As scavengers, condors typically are able to thrive wherever plentiful carcasses exist. Climate change may even expand the condor’s range, according to Waters, and prove beneficial for the species’ survival. But Waters said that the main issue is that most people don’t even know lead poisoning and condor extinction are still issues.
“The captive breeding program has been a huge success,” Waters said. “They’re doing well—except for the lead. That is the one road block to the recovery of the species. If we can get lead out of the environment I think they would do well.”
Waters described the condor’s relationship with humans as “very intertwined.”
“[Condors are] considered wild once they’re released, you know, but for any wild population of animals, they’re managed more heavily than any species, having to be recaptured every year,” she said.
Efforts to combat condor extinction, however, are a widely felt sentiment: California will be the first state to ban all uses of lead bullets with a law that, signed in 2013, will take full effect by 2019. Parish, though, who is also a hunter, actually prefers to promote and engage in a more grassroots effort to protect condors.
“We currently have a voluntary lead reduction program for big-game hunting in two states (AZ and UT) and we are working to develop a similar program for small game and varmint hunting,” Parish said. “We pride ourselves in working with target audiences to achieve lasting change. If the public decides legislative processes are necessary to mitigate, then so be it, but it doesn’t have to be that way and we, and our cooperating agencies, have achieved over 80 percent participation from the big-game hunters in Arizona and Utah, and that is a tremendous beginning to an effective lead reduction campaign.”

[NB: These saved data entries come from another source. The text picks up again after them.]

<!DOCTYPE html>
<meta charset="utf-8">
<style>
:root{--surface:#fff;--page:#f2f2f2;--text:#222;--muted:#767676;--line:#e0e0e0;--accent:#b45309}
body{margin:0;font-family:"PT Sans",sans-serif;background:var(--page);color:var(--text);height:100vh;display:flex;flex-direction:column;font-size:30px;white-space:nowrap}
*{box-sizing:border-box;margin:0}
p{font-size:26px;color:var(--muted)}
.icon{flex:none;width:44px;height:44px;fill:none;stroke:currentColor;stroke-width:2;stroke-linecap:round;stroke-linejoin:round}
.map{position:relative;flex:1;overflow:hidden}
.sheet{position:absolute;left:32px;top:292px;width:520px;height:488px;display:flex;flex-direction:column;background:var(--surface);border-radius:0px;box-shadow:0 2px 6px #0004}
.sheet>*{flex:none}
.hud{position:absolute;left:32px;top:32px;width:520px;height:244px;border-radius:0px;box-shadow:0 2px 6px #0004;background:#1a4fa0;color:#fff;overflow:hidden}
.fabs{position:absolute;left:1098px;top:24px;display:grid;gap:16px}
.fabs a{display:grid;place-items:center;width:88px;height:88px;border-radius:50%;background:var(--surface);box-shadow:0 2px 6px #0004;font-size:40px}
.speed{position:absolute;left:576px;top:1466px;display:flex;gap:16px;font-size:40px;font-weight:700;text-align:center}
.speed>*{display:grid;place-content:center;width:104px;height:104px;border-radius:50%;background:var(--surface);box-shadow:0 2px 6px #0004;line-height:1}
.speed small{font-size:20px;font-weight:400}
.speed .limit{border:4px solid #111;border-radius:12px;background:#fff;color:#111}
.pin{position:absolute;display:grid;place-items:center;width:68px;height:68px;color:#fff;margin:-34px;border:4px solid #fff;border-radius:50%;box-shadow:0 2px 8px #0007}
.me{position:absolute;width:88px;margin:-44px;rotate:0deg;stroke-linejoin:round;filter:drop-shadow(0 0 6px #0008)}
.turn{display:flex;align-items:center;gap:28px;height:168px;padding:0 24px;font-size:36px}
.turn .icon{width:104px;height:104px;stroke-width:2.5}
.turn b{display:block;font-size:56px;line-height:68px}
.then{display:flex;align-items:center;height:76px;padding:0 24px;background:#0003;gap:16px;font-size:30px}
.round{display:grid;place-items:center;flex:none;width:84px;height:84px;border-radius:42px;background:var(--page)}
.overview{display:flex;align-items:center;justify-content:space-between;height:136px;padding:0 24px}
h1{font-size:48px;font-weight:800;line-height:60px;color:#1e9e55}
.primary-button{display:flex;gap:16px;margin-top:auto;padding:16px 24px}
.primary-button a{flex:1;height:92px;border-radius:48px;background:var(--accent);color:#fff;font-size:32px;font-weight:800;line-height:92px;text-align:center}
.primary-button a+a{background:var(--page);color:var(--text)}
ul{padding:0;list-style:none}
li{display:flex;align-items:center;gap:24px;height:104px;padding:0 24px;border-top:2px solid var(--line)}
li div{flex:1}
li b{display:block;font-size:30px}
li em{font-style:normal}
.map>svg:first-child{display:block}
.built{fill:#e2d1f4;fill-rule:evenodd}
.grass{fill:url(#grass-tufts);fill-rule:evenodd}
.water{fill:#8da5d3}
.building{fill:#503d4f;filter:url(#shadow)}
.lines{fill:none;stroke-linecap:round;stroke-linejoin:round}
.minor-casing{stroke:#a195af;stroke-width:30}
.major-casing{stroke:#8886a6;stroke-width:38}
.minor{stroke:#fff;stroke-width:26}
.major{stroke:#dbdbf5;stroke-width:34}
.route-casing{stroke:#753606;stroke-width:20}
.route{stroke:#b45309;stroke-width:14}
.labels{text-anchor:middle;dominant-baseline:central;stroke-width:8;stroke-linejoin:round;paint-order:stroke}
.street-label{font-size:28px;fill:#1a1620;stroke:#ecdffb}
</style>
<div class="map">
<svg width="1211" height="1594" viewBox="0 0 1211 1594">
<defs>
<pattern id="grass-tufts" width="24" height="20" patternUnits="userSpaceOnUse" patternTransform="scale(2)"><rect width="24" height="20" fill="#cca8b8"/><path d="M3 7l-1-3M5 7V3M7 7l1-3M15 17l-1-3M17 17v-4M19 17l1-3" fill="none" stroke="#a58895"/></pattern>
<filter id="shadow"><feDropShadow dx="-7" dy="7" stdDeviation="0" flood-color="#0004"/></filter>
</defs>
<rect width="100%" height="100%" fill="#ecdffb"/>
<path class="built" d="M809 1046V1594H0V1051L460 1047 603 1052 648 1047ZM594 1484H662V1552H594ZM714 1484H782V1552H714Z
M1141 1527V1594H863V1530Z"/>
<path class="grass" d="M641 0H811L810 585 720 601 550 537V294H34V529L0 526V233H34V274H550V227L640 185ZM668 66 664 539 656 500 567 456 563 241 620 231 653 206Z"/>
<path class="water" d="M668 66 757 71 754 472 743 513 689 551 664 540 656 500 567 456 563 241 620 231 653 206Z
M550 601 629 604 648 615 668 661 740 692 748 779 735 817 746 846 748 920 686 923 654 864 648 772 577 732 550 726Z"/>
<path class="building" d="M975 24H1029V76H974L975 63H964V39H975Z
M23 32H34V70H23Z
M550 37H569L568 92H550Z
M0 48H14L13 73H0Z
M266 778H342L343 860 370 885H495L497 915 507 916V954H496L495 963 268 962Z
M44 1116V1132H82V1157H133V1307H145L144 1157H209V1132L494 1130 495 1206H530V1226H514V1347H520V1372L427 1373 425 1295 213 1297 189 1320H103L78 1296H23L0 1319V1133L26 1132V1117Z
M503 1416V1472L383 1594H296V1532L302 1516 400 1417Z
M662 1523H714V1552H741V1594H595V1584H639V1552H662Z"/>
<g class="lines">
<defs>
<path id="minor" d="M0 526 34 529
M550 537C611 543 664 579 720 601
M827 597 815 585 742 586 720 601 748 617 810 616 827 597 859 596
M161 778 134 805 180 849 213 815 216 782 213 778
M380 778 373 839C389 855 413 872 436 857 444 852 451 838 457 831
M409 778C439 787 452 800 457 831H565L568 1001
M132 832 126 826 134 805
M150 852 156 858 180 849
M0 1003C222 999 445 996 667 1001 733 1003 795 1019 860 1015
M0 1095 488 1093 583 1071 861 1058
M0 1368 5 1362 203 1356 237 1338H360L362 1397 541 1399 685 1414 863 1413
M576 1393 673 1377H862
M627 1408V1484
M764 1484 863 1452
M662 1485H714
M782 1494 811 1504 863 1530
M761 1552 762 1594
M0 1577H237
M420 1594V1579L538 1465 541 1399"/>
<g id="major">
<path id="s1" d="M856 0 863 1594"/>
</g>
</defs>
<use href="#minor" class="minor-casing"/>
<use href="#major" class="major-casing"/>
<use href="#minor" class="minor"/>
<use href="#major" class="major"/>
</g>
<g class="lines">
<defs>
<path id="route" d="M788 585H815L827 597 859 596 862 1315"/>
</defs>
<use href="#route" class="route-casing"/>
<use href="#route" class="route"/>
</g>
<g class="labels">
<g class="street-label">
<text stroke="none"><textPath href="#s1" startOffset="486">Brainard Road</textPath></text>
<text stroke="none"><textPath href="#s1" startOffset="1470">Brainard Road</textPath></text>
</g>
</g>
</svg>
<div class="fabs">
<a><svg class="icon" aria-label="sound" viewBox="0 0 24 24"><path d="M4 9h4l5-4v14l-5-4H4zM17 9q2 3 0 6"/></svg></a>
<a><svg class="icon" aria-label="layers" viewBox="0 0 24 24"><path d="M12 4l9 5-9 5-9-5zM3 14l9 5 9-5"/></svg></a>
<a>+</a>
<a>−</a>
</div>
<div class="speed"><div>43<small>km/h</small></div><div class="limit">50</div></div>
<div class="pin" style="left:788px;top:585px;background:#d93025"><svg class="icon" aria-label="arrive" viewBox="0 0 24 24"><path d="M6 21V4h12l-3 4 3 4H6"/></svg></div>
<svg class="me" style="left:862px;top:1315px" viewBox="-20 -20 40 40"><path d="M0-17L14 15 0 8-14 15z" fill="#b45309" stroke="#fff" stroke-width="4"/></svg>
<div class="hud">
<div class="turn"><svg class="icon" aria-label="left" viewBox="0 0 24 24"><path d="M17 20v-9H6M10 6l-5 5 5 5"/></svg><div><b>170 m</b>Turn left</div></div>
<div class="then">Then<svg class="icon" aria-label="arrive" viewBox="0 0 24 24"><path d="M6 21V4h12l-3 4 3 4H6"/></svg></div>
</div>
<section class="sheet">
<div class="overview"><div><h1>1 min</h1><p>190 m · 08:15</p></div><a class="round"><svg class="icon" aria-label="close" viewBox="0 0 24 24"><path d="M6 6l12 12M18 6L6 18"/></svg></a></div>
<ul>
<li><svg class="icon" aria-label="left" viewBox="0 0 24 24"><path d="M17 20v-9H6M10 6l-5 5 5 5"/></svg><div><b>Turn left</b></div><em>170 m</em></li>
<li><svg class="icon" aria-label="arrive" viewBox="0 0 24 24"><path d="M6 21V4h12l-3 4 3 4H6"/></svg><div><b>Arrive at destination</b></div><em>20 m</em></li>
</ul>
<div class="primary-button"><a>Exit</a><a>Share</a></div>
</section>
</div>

Although non-lead ammunition has a few drawbacks—including a higher expense and further cleaning requirements—these pale in comparison to the dangers associated with lead for both condors and human health. When lead is used to hunt game and that game is sold at a butcher, there is a chance that lead poisoning can effect whoever consumes that meat.
“Since the summer of 2000, lead poisoning accounts for half of all diagnosed deaths in the Arizona and Utah condor population,” Parish said. “The beauty of this, and what the public should take away, is that this cause of mortality and sickness is preventable. We are heading down the road of making sure we prevent it.”
The National Park Service is aware of this issue, understanding that collaboration, cooperation and education are integral in preventing another condor death by lead within its borders and beyond.
While California condors are the rarest bird in North American, they can still occasionally be spotted in Zion. NPS Photo/Rebecca Alfafara
“We have a multi-park condor educational outreach program that just started this year,” Waters said, adding that Pinnacle National Park is spearheading the program based on their already-comprehensive condor program.
“Basically, [this coalition aims] to get a common message and trunk of educational materials that every park in the condors’ range will get,” Waters said. “The thought is that, if we have one common message, we will get it across to people a lot better and develop some commonalities across parks. It’s good when National Parks work together.”
Although Zion lost its male condor this summer, Waters said that this tragic event may carry with it a level of aspiration, perhaps bringing forward the necessary attention to decrease lead use and increase awareness of this danger to condor health.
By acting on what we learned from this one condor’s death, hopefully we can make the region safe for the small number that remain.